1-1/2 pounds (700 g) fresh figs
1-1/4 cup (250 g) sugar
1/2 lemon
1 small branch rosemary
2-3 clean jam jars with screw-on lids

Rinse the figs. Slice off the hard bit of stem and cut in half (for smaller figs) or in quarters (for larger figs). Transfer to a large pot.

Pour the sugar over the figs. Stir to coat. Squeeze the lemon through a sieve over the fruit. Add the rosemary branch.

Set the figs over medium-low heat, stirring occasionally until they release their juice.

At the same time, set a separate large pot of water over high heat. When it boils, you will sterilize your jam jars.

When the figs have released their juice and the sugar has melted, turn up the heat to medium-high. From the moment the juice starts to boil, cook for 15 minutes.

While the figs are cooking, lay a clean dish towel (tea towel) on the counter.

Remove the lids from your jam jars. Immerse the jars and lids in the boiling water. The jars may sit upright, but they should be at least half filled with water. Boil for two minutes, then carefully remove and set upside down on the towel. (Over the years, I’ve found that the best way to lift the jars and lids out of the water is with a soup spoon and a fork.)

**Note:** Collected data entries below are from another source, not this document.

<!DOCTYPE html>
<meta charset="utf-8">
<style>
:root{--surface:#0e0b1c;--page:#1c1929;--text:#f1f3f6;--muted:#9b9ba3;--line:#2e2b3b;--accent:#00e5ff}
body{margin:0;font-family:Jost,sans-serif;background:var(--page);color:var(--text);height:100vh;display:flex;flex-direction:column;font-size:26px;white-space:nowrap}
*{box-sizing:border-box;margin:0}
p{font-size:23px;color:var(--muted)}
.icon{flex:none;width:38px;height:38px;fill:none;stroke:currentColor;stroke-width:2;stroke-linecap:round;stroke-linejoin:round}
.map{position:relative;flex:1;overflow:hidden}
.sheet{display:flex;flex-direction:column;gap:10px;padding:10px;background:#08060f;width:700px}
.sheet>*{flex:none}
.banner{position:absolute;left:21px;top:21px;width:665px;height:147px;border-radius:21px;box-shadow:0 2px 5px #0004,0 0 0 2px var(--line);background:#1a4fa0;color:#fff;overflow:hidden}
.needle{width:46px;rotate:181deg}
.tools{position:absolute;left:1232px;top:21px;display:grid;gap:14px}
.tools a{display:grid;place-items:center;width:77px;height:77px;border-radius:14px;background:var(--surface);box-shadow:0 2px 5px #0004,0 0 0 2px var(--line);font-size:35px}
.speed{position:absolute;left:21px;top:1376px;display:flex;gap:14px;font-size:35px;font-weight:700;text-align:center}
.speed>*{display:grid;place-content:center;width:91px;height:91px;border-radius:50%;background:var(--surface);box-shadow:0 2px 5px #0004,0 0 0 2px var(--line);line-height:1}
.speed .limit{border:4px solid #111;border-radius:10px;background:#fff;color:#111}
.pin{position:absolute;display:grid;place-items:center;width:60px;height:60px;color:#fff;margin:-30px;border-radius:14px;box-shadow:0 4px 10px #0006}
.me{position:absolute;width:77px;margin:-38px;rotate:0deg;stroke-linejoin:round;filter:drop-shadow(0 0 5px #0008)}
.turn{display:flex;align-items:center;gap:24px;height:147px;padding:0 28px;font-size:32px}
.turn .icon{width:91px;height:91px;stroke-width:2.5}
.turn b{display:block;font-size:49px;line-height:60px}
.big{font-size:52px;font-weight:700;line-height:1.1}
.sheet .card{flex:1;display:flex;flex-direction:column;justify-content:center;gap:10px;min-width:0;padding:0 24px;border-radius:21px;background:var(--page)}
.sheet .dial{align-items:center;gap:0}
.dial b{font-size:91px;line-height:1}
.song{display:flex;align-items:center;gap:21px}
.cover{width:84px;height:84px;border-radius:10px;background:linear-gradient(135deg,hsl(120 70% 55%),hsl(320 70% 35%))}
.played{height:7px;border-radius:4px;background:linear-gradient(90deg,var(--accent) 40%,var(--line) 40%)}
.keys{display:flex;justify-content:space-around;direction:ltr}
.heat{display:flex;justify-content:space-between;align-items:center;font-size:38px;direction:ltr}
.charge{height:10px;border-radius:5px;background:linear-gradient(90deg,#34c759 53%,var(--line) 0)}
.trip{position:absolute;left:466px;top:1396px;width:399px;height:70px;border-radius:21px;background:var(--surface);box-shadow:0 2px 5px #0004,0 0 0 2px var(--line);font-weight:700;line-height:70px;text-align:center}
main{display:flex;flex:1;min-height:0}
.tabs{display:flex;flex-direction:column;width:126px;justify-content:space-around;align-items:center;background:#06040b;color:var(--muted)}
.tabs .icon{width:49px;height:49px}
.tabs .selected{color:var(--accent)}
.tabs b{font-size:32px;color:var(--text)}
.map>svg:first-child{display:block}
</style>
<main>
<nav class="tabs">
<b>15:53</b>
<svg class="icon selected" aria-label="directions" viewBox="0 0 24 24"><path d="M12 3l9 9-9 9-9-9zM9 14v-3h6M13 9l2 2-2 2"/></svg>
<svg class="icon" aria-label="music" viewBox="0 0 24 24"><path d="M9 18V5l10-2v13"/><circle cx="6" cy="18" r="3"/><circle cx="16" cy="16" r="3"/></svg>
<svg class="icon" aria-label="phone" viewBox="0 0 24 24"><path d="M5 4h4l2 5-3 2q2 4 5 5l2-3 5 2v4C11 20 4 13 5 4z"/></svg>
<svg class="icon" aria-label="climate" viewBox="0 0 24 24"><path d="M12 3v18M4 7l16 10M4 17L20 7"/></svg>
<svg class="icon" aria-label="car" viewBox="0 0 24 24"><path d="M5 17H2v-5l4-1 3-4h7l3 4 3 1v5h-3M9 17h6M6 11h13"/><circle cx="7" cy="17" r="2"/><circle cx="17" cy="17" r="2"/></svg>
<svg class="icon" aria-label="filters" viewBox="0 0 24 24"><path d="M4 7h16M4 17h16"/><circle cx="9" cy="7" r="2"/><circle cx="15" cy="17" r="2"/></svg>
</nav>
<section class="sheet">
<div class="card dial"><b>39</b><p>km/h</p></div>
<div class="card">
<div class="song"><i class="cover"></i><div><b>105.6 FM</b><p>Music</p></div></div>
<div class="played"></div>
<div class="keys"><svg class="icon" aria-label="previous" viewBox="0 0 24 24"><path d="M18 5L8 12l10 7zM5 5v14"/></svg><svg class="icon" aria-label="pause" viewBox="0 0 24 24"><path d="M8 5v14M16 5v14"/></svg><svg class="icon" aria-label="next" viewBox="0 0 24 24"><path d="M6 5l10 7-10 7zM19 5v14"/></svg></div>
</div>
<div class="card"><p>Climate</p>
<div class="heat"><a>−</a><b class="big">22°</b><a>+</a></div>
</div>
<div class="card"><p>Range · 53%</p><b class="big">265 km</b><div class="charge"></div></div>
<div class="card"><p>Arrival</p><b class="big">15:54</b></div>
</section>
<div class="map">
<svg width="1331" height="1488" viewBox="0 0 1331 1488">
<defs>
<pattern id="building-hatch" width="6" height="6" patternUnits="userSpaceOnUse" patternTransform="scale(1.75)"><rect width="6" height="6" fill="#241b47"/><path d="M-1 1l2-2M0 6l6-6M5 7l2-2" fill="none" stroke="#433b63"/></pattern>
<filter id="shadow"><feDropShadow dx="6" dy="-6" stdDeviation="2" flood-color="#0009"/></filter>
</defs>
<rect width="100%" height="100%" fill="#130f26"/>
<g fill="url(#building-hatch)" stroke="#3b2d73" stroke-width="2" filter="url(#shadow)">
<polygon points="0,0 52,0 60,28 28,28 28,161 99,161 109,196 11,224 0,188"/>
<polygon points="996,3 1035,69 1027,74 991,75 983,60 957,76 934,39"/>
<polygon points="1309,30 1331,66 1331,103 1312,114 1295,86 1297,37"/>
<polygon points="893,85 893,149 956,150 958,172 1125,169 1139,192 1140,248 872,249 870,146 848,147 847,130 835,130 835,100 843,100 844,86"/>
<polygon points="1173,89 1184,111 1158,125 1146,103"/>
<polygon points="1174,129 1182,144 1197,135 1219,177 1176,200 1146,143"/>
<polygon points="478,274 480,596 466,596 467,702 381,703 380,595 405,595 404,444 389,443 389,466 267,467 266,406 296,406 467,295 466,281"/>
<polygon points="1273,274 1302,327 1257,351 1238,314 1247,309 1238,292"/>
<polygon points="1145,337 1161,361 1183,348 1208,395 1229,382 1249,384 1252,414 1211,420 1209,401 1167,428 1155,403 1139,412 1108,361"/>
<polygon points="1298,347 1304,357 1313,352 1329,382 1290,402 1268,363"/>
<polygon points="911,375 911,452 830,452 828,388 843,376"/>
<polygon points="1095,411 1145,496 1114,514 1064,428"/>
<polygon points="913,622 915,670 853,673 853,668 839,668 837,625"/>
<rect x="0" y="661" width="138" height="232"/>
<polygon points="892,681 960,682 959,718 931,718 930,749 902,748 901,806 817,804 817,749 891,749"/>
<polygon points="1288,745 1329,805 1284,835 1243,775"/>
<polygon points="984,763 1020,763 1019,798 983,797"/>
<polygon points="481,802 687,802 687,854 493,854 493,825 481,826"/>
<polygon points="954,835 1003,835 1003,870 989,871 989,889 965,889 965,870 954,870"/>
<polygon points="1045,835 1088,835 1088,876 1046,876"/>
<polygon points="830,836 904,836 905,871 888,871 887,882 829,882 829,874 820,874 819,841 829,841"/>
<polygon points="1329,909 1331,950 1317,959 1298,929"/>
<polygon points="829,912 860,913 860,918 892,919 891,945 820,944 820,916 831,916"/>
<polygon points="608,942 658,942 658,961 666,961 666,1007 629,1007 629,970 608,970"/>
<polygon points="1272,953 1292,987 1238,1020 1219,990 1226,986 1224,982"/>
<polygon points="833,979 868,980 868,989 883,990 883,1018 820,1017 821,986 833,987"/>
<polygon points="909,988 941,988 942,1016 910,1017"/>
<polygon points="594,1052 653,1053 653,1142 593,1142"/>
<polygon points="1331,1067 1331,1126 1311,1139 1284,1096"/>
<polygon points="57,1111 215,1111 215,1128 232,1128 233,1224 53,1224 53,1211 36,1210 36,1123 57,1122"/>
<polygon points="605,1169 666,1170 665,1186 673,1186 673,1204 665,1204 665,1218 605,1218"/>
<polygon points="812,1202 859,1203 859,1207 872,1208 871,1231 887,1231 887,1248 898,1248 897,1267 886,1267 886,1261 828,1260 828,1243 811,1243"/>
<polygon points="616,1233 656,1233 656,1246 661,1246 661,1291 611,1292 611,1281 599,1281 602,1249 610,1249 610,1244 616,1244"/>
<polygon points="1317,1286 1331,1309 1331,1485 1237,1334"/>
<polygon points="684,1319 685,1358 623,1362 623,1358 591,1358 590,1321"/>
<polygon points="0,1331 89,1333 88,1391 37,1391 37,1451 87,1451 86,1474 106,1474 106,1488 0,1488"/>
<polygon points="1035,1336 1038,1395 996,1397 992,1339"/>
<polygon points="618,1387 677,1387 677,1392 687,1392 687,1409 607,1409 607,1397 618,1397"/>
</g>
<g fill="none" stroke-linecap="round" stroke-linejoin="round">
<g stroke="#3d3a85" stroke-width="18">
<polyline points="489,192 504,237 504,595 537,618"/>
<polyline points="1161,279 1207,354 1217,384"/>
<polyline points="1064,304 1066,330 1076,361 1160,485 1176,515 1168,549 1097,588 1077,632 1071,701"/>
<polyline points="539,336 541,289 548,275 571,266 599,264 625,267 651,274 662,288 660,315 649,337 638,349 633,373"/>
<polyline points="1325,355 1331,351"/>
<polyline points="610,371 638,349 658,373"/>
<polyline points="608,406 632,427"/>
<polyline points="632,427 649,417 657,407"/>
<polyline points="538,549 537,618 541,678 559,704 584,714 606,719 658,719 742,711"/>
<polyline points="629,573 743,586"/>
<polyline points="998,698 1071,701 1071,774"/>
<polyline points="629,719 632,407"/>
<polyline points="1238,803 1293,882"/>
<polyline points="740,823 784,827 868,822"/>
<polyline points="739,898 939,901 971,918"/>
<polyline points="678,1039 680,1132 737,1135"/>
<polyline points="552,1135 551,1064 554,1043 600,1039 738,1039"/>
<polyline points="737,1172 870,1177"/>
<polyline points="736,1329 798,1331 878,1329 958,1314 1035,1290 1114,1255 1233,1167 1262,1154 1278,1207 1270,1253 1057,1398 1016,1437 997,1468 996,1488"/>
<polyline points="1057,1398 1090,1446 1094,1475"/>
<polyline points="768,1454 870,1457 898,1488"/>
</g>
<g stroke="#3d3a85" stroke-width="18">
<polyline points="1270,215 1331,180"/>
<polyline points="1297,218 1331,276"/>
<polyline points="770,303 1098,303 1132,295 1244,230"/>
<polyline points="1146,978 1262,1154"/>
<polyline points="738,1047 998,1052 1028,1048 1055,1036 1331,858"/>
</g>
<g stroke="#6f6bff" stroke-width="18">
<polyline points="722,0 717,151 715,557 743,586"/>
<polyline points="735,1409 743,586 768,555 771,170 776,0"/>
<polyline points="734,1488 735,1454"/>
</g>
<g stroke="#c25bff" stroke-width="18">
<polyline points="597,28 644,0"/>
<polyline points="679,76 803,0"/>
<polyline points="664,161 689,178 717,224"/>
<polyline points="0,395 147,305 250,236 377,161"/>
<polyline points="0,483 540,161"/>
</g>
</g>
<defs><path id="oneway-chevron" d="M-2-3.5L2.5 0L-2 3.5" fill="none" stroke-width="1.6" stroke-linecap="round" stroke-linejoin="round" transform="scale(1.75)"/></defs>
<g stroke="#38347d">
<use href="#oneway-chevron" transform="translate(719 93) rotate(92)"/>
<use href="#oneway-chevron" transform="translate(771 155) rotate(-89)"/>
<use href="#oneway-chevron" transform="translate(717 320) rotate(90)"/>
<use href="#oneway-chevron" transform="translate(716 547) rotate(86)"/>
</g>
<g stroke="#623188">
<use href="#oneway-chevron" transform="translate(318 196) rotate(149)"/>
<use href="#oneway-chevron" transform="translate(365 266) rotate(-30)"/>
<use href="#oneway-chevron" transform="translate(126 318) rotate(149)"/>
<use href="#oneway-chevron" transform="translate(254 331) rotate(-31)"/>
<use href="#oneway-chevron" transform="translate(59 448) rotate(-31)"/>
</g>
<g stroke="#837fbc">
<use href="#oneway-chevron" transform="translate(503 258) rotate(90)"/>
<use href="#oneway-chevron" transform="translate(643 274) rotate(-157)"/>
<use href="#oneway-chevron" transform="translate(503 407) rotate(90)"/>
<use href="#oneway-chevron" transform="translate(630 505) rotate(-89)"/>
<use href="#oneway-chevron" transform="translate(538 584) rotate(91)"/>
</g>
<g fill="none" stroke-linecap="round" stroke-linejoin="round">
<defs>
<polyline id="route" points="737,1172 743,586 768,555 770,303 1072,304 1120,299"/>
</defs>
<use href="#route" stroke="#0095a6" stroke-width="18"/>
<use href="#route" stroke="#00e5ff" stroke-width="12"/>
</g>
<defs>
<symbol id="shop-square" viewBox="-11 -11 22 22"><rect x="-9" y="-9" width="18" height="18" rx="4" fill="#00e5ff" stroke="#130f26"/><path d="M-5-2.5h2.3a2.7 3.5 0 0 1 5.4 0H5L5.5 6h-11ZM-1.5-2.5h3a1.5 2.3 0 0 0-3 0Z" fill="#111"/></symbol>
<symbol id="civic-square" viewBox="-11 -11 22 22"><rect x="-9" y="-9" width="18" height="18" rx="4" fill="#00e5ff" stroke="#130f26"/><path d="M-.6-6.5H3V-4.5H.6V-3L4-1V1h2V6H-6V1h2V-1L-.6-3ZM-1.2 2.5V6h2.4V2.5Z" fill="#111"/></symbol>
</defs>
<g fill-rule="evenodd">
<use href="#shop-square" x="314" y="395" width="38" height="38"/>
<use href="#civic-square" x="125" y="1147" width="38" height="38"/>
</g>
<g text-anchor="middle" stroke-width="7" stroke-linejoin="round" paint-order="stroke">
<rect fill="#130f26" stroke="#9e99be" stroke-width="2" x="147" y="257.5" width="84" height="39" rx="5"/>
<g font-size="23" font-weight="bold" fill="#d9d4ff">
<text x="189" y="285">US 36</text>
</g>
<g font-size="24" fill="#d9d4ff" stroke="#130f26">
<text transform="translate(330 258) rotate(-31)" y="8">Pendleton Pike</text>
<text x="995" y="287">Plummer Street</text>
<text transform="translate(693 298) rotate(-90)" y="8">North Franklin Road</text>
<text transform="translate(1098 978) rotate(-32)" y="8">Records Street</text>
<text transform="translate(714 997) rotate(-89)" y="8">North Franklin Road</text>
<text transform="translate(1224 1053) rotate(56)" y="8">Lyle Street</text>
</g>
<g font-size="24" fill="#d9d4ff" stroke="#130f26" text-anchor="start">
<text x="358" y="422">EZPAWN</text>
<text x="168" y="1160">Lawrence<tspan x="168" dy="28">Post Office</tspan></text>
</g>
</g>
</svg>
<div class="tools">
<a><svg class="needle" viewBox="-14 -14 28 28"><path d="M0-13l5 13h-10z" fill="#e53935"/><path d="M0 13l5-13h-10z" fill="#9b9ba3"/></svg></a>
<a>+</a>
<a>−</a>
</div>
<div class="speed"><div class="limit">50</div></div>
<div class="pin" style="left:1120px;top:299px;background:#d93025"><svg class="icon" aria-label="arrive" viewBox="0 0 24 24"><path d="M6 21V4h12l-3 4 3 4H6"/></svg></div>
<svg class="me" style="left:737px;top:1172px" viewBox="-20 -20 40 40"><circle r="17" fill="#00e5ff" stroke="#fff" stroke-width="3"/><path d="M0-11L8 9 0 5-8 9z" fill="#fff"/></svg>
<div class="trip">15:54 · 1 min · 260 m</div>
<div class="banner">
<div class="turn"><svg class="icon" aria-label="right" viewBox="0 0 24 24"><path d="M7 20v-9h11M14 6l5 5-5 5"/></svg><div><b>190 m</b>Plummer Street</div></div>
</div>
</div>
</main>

Meanwhile the jam is still cooking. Test it to see if it’s ready. Retrieve half a spoonful and tip onto a plate. If the jam holds together, it’s done. If the juice is runny, then it needs to cook a little bit more.

As soon as the jam is done, turn off the heat. Remove the rosemary branch, then immediately ladle the hot jam into the sterilized jars. Do not fill to the brim — leave about 1/3 inch (1 cm) of space at the top. Quickly screw on the lids. It may be hard to screw them on tightly because the jars are hot — in which case use a towel to hold the jar, then twist the cap on tightly. This will create a vacuum as the jam cools.

Use a sponge to wipe away any jam from the sides of the jars. Label the jars with the type of jam and the year. Then store in a cool dark place. The jam will keep for up to five years — if you can wait that long.